* **EXERCISE**
Check each line below for "position" and give the count of those that have it, nothing else.

* **THE DATA**

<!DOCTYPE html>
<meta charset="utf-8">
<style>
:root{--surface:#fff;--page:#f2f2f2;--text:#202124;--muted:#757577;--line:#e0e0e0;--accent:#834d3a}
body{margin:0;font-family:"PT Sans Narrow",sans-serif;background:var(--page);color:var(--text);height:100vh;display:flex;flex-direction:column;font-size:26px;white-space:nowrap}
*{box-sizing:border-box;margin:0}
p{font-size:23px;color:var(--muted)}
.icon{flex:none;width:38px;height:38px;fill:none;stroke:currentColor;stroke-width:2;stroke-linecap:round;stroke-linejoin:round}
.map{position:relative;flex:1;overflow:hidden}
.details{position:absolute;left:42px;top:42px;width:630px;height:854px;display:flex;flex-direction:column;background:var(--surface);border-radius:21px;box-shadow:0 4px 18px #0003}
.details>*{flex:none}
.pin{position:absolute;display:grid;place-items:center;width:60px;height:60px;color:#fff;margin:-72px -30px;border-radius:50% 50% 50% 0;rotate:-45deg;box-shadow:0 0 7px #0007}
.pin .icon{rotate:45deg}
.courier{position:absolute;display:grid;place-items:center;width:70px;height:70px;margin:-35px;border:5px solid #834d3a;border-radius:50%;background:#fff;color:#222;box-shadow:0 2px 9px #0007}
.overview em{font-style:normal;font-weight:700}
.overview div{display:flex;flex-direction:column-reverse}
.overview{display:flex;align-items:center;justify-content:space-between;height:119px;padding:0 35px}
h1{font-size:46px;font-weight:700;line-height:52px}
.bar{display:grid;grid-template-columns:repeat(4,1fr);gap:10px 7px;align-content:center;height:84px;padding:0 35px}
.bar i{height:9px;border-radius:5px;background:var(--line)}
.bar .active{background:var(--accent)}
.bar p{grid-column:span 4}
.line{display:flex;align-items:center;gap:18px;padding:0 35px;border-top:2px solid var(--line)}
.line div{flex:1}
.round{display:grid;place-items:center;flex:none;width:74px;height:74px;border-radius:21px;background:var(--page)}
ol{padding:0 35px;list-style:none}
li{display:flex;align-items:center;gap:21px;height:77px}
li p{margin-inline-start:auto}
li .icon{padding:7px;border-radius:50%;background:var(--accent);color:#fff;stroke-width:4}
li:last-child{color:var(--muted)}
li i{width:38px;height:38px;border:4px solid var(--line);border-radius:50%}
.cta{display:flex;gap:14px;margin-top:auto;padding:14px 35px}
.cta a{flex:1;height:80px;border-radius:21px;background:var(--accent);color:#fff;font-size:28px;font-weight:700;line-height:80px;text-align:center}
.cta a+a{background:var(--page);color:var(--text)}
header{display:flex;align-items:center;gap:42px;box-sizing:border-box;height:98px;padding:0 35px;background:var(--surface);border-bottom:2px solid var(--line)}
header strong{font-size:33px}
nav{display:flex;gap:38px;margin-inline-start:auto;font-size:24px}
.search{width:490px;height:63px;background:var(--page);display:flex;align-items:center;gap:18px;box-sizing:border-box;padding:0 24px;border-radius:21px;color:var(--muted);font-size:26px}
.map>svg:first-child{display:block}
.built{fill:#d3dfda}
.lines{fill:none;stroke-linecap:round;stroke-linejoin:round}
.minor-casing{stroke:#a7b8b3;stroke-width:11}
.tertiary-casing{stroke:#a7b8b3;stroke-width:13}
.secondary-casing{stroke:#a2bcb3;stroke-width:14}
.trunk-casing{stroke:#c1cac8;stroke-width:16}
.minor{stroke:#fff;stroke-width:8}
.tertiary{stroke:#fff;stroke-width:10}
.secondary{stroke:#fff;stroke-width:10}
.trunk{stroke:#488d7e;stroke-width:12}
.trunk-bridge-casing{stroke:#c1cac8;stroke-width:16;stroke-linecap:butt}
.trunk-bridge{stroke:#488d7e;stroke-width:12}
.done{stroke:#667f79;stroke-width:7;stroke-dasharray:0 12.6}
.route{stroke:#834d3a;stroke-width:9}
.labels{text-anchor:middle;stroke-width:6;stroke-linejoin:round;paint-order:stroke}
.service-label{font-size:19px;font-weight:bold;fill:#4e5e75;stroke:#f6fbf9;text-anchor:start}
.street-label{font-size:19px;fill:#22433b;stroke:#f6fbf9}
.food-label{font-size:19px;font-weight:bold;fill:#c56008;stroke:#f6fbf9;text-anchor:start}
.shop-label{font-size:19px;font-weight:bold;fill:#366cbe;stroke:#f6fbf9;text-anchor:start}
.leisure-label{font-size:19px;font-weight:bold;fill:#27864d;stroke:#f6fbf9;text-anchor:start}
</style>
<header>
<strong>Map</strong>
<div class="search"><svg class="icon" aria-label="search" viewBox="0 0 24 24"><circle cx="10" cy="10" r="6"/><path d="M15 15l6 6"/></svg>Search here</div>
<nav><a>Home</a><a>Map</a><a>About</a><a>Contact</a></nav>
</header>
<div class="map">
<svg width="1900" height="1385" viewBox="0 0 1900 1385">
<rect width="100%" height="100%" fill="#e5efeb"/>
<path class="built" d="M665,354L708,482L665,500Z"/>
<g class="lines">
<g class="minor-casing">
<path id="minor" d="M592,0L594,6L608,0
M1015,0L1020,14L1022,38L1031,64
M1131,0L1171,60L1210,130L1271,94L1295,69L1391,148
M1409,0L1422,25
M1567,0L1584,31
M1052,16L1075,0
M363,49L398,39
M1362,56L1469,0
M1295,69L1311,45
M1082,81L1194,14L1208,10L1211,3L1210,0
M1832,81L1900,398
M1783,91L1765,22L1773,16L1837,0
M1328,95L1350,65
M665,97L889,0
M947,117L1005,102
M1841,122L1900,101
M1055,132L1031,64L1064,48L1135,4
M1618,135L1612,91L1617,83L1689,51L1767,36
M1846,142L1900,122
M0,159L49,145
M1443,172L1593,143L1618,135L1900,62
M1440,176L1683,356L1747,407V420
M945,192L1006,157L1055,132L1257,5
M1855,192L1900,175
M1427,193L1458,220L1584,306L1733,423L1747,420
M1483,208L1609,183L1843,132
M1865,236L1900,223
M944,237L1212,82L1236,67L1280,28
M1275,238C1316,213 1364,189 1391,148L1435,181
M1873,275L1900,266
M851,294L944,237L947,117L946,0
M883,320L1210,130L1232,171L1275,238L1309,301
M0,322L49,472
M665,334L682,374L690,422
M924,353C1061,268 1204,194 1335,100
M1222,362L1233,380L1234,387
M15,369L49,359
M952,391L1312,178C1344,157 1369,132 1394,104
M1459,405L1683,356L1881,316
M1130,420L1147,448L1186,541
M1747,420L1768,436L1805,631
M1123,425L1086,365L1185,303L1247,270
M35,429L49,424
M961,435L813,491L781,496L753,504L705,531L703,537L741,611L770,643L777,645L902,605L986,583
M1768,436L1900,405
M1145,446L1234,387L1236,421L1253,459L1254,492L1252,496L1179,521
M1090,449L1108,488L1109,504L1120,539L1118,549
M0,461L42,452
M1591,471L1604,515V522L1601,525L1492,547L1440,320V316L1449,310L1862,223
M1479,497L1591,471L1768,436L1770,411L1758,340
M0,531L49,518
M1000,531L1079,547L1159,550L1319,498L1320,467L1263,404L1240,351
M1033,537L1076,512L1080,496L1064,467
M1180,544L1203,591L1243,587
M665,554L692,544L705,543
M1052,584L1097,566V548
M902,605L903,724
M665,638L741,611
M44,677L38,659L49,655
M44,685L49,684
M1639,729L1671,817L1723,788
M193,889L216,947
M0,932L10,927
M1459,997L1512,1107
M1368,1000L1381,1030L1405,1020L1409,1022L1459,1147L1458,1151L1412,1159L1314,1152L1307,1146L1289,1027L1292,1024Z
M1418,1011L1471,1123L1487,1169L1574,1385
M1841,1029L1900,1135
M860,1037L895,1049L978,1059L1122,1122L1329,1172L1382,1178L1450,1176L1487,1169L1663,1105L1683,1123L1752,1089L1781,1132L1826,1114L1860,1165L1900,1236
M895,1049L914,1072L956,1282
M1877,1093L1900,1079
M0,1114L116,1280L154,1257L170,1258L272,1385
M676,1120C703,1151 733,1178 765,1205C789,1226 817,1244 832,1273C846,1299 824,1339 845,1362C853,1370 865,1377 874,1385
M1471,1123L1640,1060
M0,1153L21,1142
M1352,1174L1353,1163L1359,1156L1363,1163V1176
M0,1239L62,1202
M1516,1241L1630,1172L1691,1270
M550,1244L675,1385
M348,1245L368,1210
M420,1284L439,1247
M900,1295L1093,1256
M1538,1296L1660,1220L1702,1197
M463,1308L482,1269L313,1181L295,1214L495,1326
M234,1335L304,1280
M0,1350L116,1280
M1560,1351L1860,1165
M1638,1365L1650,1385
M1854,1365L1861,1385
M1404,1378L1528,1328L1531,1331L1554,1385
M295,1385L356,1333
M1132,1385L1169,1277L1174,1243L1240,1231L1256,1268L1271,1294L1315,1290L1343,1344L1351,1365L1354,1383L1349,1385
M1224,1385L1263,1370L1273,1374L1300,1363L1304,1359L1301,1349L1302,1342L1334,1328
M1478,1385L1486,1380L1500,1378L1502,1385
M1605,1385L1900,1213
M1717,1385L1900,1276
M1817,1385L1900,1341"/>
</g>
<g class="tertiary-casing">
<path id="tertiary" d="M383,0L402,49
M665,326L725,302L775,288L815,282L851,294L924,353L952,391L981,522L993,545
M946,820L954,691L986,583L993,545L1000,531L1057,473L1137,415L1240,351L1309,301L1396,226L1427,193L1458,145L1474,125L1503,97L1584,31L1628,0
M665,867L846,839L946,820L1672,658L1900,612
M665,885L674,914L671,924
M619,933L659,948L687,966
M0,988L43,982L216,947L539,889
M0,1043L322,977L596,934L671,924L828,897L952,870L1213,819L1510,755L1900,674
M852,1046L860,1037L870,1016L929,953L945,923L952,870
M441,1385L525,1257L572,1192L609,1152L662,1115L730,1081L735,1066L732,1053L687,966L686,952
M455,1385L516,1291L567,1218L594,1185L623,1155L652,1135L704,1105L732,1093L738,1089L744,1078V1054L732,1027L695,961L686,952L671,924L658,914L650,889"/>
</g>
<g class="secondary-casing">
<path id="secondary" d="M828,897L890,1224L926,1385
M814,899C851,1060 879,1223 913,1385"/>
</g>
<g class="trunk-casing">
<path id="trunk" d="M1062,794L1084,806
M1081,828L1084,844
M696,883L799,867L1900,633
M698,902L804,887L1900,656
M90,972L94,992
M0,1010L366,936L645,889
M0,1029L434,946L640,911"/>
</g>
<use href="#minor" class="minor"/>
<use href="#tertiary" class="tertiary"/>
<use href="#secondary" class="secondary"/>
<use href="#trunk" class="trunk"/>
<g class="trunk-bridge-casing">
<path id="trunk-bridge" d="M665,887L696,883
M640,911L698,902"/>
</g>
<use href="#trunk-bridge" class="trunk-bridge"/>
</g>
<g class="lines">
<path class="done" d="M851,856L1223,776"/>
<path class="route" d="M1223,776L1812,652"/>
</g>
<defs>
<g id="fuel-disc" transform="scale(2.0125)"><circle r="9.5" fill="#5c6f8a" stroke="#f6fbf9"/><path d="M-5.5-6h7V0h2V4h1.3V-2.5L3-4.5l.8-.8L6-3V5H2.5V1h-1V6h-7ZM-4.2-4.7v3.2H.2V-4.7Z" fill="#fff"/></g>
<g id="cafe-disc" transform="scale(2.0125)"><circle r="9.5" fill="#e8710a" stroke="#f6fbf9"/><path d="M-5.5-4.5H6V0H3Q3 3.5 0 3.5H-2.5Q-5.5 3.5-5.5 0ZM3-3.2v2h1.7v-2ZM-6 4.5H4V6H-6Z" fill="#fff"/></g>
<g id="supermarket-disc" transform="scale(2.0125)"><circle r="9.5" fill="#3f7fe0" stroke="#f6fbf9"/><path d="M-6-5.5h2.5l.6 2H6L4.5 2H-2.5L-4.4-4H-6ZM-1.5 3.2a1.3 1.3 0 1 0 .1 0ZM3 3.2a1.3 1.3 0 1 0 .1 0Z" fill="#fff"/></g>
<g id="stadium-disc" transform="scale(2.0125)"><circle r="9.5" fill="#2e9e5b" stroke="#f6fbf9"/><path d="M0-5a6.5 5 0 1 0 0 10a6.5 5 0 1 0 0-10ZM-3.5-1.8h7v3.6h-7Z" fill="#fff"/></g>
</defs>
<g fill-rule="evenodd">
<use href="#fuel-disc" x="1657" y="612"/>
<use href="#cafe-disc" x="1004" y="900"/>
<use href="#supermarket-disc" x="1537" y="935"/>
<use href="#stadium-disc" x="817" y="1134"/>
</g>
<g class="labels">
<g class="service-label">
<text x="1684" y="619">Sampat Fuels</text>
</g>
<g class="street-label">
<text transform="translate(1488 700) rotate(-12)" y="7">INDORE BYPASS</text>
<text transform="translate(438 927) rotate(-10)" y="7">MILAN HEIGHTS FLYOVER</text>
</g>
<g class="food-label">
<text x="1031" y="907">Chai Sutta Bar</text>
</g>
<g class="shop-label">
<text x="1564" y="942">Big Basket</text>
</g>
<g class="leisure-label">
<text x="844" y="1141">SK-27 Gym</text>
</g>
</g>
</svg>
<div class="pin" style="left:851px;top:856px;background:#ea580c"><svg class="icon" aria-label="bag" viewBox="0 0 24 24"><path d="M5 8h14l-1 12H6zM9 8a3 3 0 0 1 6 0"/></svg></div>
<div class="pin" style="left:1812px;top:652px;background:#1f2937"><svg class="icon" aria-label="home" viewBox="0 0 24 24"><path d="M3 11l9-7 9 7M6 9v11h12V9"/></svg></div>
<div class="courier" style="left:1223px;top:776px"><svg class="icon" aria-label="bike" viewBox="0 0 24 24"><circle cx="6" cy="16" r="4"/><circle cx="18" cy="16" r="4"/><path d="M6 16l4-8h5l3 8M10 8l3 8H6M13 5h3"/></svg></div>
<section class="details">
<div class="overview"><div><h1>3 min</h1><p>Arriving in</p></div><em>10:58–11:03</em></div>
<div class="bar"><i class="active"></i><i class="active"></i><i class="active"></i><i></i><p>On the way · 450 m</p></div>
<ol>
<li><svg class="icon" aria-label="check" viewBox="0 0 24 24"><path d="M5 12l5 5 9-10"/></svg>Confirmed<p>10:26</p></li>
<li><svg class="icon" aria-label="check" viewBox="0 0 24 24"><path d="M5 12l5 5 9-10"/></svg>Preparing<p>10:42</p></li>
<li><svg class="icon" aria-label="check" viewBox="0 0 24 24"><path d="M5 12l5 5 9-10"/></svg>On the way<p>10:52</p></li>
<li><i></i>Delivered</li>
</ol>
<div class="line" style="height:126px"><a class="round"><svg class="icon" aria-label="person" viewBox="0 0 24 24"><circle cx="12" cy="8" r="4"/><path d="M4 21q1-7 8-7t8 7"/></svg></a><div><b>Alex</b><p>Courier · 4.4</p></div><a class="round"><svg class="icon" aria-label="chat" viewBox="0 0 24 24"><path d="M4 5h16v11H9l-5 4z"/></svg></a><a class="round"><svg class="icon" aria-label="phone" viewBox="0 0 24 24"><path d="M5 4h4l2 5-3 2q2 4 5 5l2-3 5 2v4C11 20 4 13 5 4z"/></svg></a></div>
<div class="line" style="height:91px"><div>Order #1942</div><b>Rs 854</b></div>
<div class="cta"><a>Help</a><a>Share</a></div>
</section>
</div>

* **EXERCISE OUTPUT**
4